EEG-Language Modeling for Pathology Detection
- URL: http://arxiv.org/abs/2409.07480v2
- Date: Wed, 2 Oct 2024 15:02:13 GMT
- Title: EEG-Language Modeling for Pathology Detection
- Authors: Sam Gijsen, Kerstin Ritter,
- Abstract summary: This study pioneers EEG-language models trained on clinical reports and 15000 EEGs.
Our results indicate that models learn richer representations from being exposed to a variety of report segments.

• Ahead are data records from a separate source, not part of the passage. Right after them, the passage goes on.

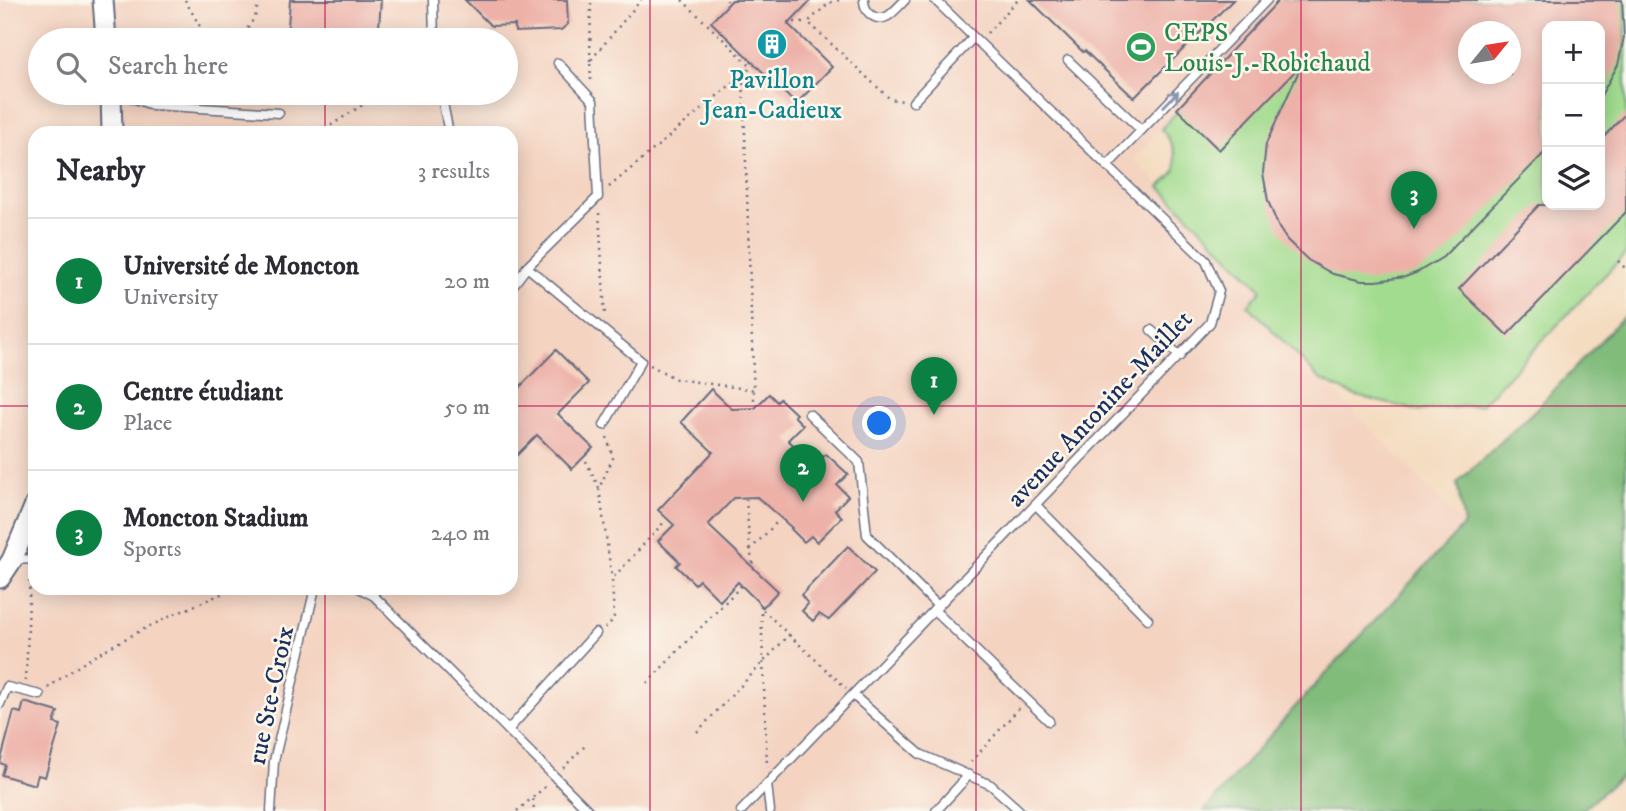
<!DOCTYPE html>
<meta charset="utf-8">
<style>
:root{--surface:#fff;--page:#f2f2f3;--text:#2b2b33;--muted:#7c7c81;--line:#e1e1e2;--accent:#0b8043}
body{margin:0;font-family:"IM FELL DW Pica",serif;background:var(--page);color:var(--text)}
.controls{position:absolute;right:21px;top:21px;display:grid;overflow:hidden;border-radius:14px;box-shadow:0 4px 18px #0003}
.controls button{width:63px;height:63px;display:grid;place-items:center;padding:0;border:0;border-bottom:2px solid var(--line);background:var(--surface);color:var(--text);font:35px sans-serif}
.compass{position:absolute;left:1458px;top:21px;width:63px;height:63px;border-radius:50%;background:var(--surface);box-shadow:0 4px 18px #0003;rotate:60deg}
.you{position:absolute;left:880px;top:424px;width:24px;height:24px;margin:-18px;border:5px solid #fff;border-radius:50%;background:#1a73e8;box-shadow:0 0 0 10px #1a73e833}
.badge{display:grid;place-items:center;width:46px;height:46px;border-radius:50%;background:var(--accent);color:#fff;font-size:23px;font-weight:700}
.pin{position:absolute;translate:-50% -58px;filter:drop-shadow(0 2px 4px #0008)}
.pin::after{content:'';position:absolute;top:37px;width:24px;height:21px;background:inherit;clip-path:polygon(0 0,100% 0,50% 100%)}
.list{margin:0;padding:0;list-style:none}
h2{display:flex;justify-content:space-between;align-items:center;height:91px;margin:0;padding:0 28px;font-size:30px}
h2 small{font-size:23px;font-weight:400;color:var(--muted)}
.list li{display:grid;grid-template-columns:46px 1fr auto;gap:21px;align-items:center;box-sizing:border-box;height:126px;padding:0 28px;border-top:2px solid var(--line)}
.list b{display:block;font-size:26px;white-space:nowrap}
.list p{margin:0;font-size:23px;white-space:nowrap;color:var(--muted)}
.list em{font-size:23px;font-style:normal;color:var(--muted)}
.icon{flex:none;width:38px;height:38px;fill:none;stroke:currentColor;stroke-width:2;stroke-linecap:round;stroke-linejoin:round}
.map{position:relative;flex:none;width:1626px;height:811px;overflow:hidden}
.search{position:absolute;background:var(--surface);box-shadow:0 4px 18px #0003;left:28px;top:28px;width:490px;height:77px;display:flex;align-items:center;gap:18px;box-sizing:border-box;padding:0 24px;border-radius:38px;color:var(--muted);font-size:26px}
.panel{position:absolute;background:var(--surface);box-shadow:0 4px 18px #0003;left:28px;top:126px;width:490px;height:469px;border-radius:21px}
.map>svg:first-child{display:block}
.built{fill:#f4d3c1;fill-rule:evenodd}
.green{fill:#a2dc8f;stroke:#5e8676;stroke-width:2;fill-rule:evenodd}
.forest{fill:#81bc7a;stroke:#4e766c;stroke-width:2}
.building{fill:#edb1a8;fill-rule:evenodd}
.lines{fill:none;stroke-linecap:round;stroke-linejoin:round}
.service-casing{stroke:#676c80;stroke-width:11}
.tertiary-casing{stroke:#676c80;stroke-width:23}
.path{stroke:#676c80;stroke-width:2.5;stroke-dasharray:2 5;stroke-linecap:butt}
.service{stroke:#fff;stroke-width:8}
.tertiary{stroke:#fff;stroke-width:19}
.oneway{stroke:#8d97ae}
.grid{fill:none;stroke:#c2185b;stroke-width:2;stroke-opacity:0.55}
.labels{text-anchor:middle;stroke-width:5;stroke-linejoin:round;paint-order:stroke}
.leisure-label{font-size:26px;fill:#27864d;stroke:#fbf7ec;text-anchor:start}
.culture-label{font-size:26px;fill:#0d838f;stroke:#fbf7ec}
.street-label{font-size:26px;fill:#1b2f5e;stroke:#fbf7ec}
</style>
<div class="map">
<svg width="1626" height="811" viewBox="0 0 1626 811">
<rect width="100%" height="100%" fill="#fbf7ec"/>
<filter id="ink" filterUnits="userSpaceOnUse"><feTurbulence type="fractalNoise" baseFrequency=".0143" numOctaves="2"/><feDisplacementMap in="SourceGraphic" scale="14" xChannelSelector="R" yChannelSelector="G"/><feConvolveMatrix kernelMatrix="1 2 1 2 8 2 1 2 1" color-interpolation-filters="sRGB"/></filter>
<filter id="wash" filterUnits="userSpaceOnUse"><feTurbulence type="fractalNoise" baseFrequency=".00686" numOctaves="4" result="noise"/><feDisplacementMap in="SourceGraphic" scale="28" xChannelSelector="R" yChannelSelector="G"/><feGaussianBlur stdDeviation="1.57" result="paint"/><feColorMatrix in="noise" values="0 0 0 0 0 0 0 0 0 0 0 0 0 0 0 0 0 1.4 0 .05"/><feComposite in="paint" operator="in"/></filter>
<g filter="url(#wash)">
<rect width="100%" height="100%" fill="#f4dcc0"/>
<path class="built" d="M 0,0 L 1281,0 L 1133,159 L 1262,290 L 1249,305 L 1464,525 L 1294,708 L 1204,811 L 0,811 ZM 40,40 L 506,40 L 506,93 L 40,93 ZM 35,133 L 511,133 L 511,588 L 35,588 Z"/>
<path class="green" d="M 1281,0 L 1626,0 L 1626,253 L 1481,405 L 1419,411 L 1356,396 L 1320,379 L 1248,305 L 1262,290 L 1160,187 L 1176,170 C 1176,152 1173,142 1161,129 ZM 1547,26 L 1600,26 L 1600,205 L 1547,205 ZM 1468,32 L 1510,32 L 1510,74 L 1468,74 Z"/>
<path class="forest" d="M 1626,314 L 1626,772 L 1581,811 L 1204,811 L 1294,708 L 1464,525 L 1457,483 L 1535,410 Z"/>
<g id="blocks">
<g class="building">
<path d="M 290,0 L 381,0 L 378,40 L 287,40 Z"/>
<path d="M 465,0 L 567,0 L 568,24 L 561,30 L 515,32 L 515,25 L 491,26 Z"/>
<path d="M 732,0 L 811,0 L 788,24 L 832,67 L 796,104 L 711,22 Z"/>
<path d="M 1030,0 L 1233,0 L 1134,98 L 1085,51 L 1083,52 Z"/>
<path d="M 1279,0 L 1622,0 L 1624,37 L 1618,65 L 1600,97 L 1600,26 L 1547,26 L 1547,150 L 1443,257 L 1418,272 L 1405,277 L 1376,281 L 1362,281 L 1333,274 L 1308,260 L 1287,240 L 1279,228 L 1268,201 L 1263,173 L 1266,144 L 1302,64 L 1219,150 L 1177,109 ZM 1468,32 L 1510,32 L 1510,74 L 1468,74 Z"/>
<path d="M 1626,113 L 1626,212 L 1507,335 L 1459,289 L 1539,205 L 1600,205 L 1600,141 Z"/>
<path d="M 556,350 L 589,383 L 558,414 L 593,448 L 572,469 L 537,435 L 511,461 L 511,396 Z"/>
<path d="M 711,389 L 732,409 L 755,408 L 769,394 L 777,402 L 780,399 L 796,414 L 794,416 L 803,425 L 788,440 L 815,465 L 826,454 L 848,474 L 837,485 L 848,496 L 835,510 L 842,517 L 817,542 L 811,536 L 804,542 L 791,529 L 792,528 L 757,497 L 734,498 L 708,525 L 778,591 L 763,607 L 738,582 L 720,601 L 699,580 L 695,584 L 676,566 L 680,562 L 658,541 L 674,525 L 658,510 L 713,452 L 681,422 Z"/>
<path d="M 848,546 L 875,572 L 829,620 L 819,614 L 813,621 L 802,611 L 808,604 L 801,595 Z"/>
<path d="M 24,702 L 58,712 L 54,723 L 61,725 L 45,777 L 38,775 L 35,785 L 2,775 L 5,765 L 0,763 L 14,711 L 21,713 Z"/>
</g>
</g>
</g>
<g filter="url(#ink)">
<use href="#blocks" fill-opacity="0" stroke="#676c80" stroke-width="2"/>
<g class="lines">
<g class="service-casing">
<g id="service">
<path d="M 433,0 L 434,40"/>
<path d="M 864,0 C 864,12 876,23 888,16 C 894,12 900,5 905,0"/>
<path d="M 1068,60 L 1141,130"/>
<path d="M 119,93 L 152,105 L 279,113"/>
<path d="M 441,93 L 449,133"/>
<path d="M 913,102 L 973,38"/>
<path d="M 1107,166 L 1267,0"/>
<path d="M 527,267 L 598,197 L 593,101 L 558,63"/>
<path d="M 511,288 L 527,267 L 641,361 L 604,425"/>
<path d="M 1151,330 L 1180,356"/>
<path d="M 809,414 L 859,462 L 867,535 L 938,606"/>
<path d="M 1036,505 L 1148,619"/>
<path d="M 12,560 L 35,559"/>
<path d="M 359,588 L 374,596 L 589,811"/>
<path d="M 934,610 L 1049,721"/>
<path d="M 853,695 L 920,754 L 991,785 L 1020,811"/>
<path d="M 0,704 L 7,687 L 40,695"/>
<path d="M 508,730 L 596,633"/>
<path d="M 767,784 L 770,811"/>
<path d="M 271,811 L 274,761 L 315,588"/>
<path d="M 741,811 L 1210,323 L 1219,291 L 1206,261 L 935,0"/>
<path d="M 936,811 L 969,775"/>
</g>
</g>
<g class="tertiary-casing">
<g id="tertiary">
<path d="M 103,0 L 106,40"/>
<path d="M 111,93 L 112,133"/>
<path d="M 0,578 L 12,560 L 35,505"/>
</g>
</g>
<g class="path">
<path d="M 185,0 L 202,30 L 204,40"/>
<path d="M 682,0 L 752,67"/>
<path d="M 727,0 L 727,1"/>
<path d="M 839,0 L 829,3 L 808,22 L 890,99 L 903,101"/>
<path d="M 787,22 L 808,22"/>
<path d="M 987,33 L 1018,0"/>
<path d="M 240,40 L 255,17 L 259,0"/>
<path d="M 590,61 L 591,0"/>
<path d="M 743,76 L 754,401"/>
<path d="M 591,80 L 590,61 L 641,0"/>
<path d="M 319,133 L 381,93"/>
<path d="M 609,187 L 754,65"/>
<path d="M 599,213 L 605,315"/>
<path d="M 1618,261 L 1626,269"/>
<path d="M 650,365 L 676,379 L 754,390"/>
<path d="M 511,390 L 512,391"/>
<path d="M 607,437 L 613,458 L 599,488 L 612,579"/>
<path d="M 586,461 L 599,488"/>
<path d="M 746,499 L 750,550 L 753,564"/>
<path d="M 750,550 L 779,520"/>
<path d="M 761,606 L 767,767"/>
<path d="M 605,628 L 614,619 L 612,579 L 666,520"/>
<path d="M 789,635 L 846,688"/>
<path d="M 26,681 L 30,572"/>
<path d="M 647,683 L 741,586"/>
<path d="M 48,688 C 104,644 170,616 235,588"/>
<path d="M 697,732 L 789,635 L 762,609"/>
<path d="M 971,762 L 1020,707"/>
<path d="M 563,768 L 586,745"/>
<path d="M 533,799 L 534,811"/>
<path d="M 517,811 L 546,786"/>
</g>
<use href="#service" class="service"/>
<use href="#tertiary" class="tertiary"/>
</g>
<defs><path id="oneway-shaft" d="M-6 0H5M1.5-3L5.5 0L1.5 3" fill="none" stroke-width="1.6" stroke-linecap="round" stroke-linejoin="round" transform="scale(1.75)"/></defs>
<use class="oneway" href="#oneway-shaft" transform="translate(1171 99) rotate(-46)"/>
</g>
<path class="grid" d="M 325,0 L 325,40M 650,0 L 650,811M 976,0 L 976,811M 1301,0 L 1301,811M 325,93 L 325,133M 0,406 L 35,406M 511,406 L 1626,406M 325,588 L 325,811"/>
<defs>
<g id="building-disc" transform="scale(1.575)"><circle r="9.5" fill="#0f9aa8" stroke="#fbf7ec"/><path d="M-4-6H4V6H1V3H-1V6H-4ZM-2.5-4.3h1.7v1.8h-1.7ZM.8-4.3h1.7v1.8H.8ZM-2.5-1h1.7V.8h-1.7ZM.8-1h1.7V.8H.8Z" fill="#fff"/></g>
<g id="stadium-disc" transform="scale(1.575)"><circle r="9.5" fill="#2e9e5b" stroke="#fbf7ec"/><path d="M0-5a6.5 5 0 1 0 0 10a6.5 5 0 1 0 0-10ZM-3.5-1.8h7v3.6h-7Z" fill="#fff"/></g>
</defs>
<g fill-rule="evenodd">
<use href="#building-disc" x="772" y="44"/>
<use href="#stadium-disc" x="1141" y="47"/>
</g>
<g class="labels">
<g class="leisure-label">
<text x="1164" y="41">CEPS<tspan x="1164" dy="30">Louis-J.-Robichaud</tspan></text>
</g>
<g class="culture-label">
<text x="772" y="88">Pavillon<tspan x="772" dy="30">Jean-Cadieux</tspan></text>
</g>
<g class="street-label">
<text transform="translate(1099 408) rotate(-47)" y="9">avenue Antonine-Maillet</text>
<text transform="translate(270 695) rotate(-78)" y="9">rue Ste-Croix</text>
</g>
</g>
</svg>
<div class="controls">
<button>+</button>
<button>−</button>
<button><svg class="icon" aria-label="layers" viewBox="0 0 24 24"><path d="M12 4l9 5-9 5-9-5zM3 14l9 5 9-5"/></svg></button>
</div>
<svg class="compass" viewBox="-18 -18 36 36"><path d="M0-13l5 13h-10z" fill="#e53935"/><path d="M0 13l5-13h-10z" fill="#7c7c81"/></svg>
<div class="you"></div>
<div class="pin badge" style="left:934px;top:415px">1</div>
<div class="pin badge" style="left:803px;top:502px">2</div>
<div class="pin badge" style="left:1414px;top:229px">3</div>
<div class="search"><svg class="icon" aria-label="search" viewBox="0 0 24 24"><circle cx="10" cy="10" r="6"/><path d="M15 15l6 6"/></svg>Search here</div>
<section class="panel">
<h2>Nearby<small>3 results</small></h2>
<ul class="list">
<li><span class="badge">1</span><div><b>Université de Moncton</b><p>University</p></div><em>20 m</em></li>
<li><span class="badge">2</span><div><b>Centre étudiant</b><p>Place</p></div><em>50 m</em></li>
<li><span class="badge">3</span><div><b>Moncton Stadium</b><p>Sports</p></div><em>240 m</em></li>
</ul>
</section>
</div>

representations of EEG-language models can significantly improve pathology detection compared to those of EEG-only models.
- Score: 0.0
- License: http://arxiv.org/licenses/nonexclusive-distrib/1.0/
- Abstract: Multimodal language modeling constitutes a recent breakthrough which leverages advances in large language models to pretrain capable multimodal models. The integration of natural language during pretraining has been shown to significantly improve learned representations, particularly in computer vision. However, the efficacy of multimodal language modeling in the realm of functional brain data, specifically for advancing pathology detection, remains unexplored. This study pioneers EEG-language models trained on clinical reports and 15000 EEGs. We extend methods for multimodal alignment to this novel domain and investigate which textual information in reports is useful for training EEG-language models. Our results indicate that models learn richer representations from being exposed to a variety of report segments, including the patient's clinical history, description of the EEG, and the physician's interpretation. Compared to models exposed to narrower clinical text information, we find such models to retrieve EEGs based on clinical reports (and vice versa) with substantially higher accuracy. Yet, this is only observed when using a contrastive learning approach. Particularly in regimes with few annotations, we observe that representations of EEG-language models can significantly improve pathology detection compared to those of EEG-only models, as demonstrated by both zero-shot classification and linear probes. In sum, these results highlight the potential of integrating brain activity data with clinical text, suggesting that EEG-language models represent significant progress for clinical applications.